Inverse Head and Shoulders(inverted head and shoulders bottom (physics)):
Contrary to a head and shoulders top, this is a bottom reversal chart pattern. It consists of a middle depression (inverted head) and two lower depressions (inverted shoulders) that form a signal for the end of a downtrend.
Broadening Top.
This is a chart pattern that indicates an unstable market, formed by two trendlines spread out. It may indicate an increase in market volatility, signaling price uncertainty.
Broadening Bottom.
The opposite of a spreading top pattern, this is a chart pattern that indicates an unstable market, consisting of two trendlines converging gradually. It may indicate increased market volatility and signal price uncertainty.
Triangle Top.
This is a chart pattern formed in an uptrend by two trendlines converging to form a triangle. It may indicate that the price is about to fall.
Triangle Bottom.
The opposite of a triangle top, this is a chart pattern formed in a downtrend by two trendlines converging to form a triangle. It may indicate that price is about to rise.
Rectangle Top.
This is a chart pattern that forms in an uptrend and consists of horizontal lines forming a rectangle. It indicates that the market may be going through a period of sideways consolidation and that prices may fall.
Rectangle Bottom.
The opposite of a rectangular top, this is a chart pattern that forms in a downtrend and consists of horizontal lines forming a rectangle. It indicates that the market may be going through a period of sideways consolidation and prices may rise.
These patterns above are recognized based on the relative positions and values of these local maxima and minima, and each pattern detected is stored in a dictionary, with the pattern name as the key and the start and end indices of the window as the values.

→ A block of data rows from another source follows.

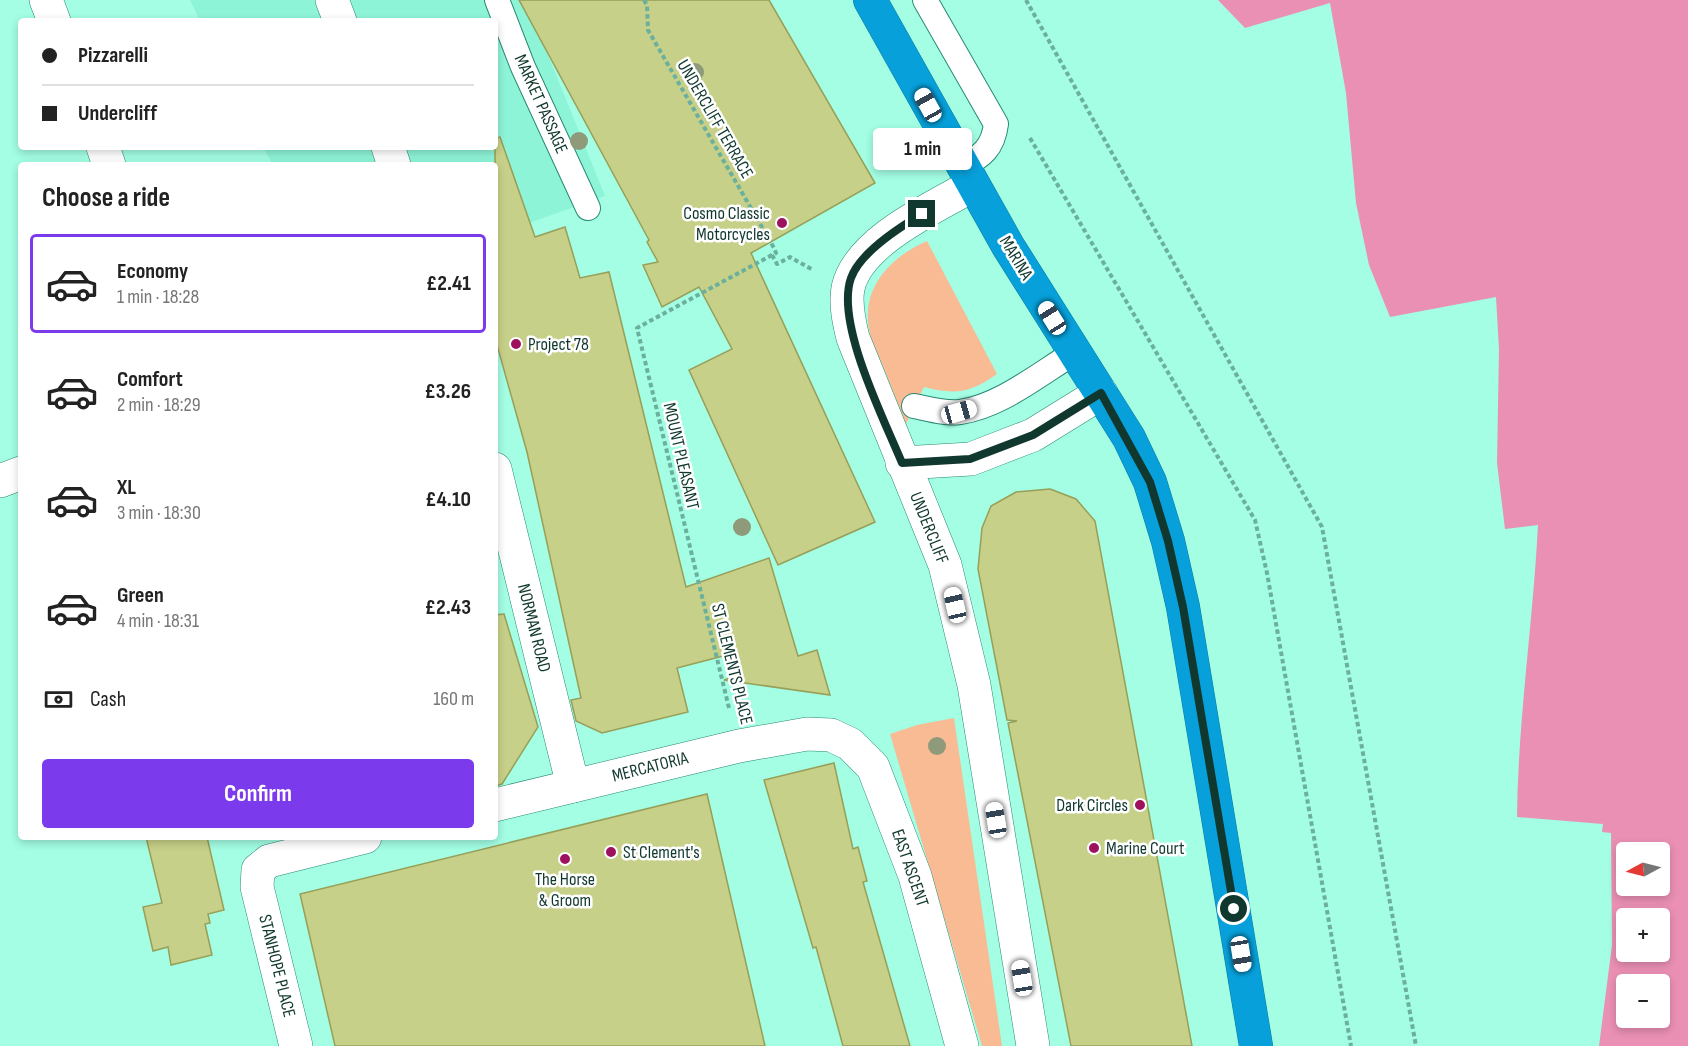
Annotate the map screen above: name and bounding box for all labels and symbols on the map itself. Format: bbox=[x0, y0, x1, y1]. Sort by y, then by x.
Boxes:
street label: MARKET PASSAGE bbox=[510, 51, 572, 157]
street label: UNDERCLIFF TERRACE bbox=[673, 56, 757, 182]
car bbox=[911, 85, 945, 125]
callout: 1 min bbox=[872, 127, 972, 169]
route end bbox=[908, 200, 935, 227]
place label: Cosmo Classic Motorcycles bbox=[683, 203, 770, 245]
marker: Cosmo Classic Motorcycles bbox=[775, 216, 789, 230]
street label: MARINA bbox=[995, 232, 1037, 284]
car bbox=[1035, 298, 1069, 338]
place label: Project 78 bbox=[528, 334, 589, 355]
marker: Project 78 bbox=[509, 337, 523, 351]
car bbox=[939, 398, 979, 426]
street label: MOUNT PLEASANT bbox=[659, 401, 703, 511]
street label: UNDERCLIFF bbox=[905, 489, 953, 567]
street label: NORMAN ROAD bbox=[513, 582, 555, 674]
car bbox=[942, 585, 968, 625]
street label: ST CLEMENTS PLACE bbox=[707, 601, 757, 727]
street label: MERCATORIA bbox=[610, 747, 690, 787]
place label: Dark Circles bbox=[1056, 795, 1128, 816]
marker: Dark Circles bbox=[1133, 798, 1147, 812]
car bbox=[984, 801, 1008, 839]
street label: EAST ASCENT bbox=[887, 826, 933, 910]
place label: Marine Court bbox=[1106, 838, 1185, 859]
marker: Marine Court bbox=[1087, 841, 1101, 855]
place label: St Clement's bbox=[623, 842, 700, 863]
north arrow bbox=[1616, 842, 1670, 896]
marker: St Clement's bbox=[604, 845, 618, 859]
marker: The Horse & Groom bbox=[558, 852, 572, 866]
place label: The Horse & Groom bbox=[535, 869, 595, 911]
route start bbox=[1220, 895, 1247, 922]
street label: STANHOPE PLACE bbox=[254, 912, 300, 1020]
car bbox=[1229, 935, 1253, 973]
car bbox=[1010, 959, 1034, 997]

These index tuples are stored in the dictionary at the end of each pattern.
Such code is useful in algorithmic trading when it automatically detects historical patterns associated with certain market behaviors, allowing traders to make informed decisions based on the presence of these patterns.
patterns = find_patterns(max_min) patterns
visualization
The above proprietary names may not be easy to understand, so we can visualize them using code
def visualize_patterns(dates, prices, smooth_prices, smooth_prices_max_indices, smooth_prices_min_indices, price_max_indices, price_min_indices, patterns, shorthand_fullname_dict): for name, end_day_nums in (): print('Pattern Identified: {} \nNumber of Observations: {}'.format(shorthand_fullname_dict[name], len(end_day_nums))) rows = int((len(end_day_nums)/2)) fig, axes = (rows, 2, figsize=(20,5*rows), dpi=200) fig.subplots_adjust(hspace=0.5) axes = () i = 0 for start_date, end_date in end_day_nums: plot_window(dates, prices, smooth_prices, smooth_prices_max_indices, smooth_prices_min_indices, price_max_indices, price_min_indices, start=start_date-1, end=end_date+1, ax=axes[i]) i += 1 () visualize_patterns(dates, prices, smooth_prices, smooth_prices_max_indices, smooth_prices_min_indices, price_max_indices, price_min_indices, patterns, shorthand_fullname_dict)

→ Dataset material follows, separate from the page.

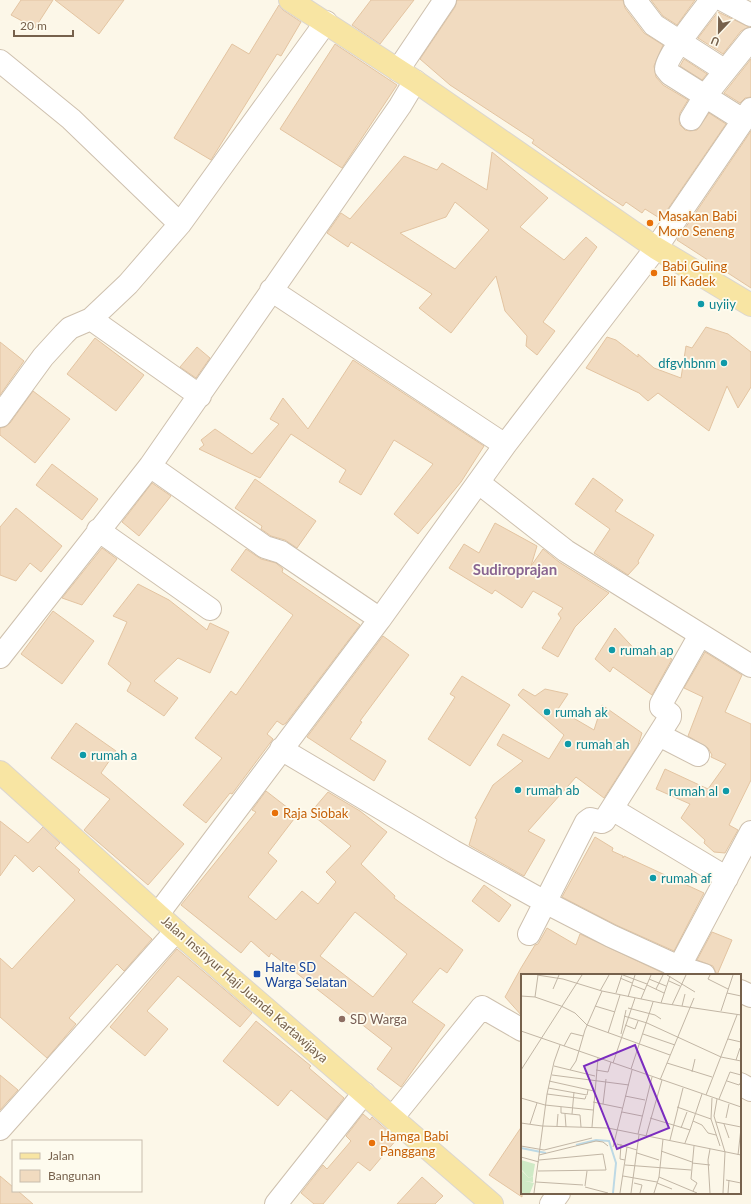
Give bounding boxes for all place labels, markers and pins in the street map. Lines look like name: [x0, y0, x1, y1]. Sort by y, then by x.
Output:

You can see that the various patterns are different, which makes it easier to understand for those of us who are new to the financial industry. Tools that graphically analyze stock price movements and algorithmic recognition of patterns can help us understand market behavior over time more intuitively, which is crucial for algorithmic trading.
Above is the use of Python code to identify stock price chart patterns to achieve the details, more information about Python to identify stock price chart patterns please pay attention to my other related articles!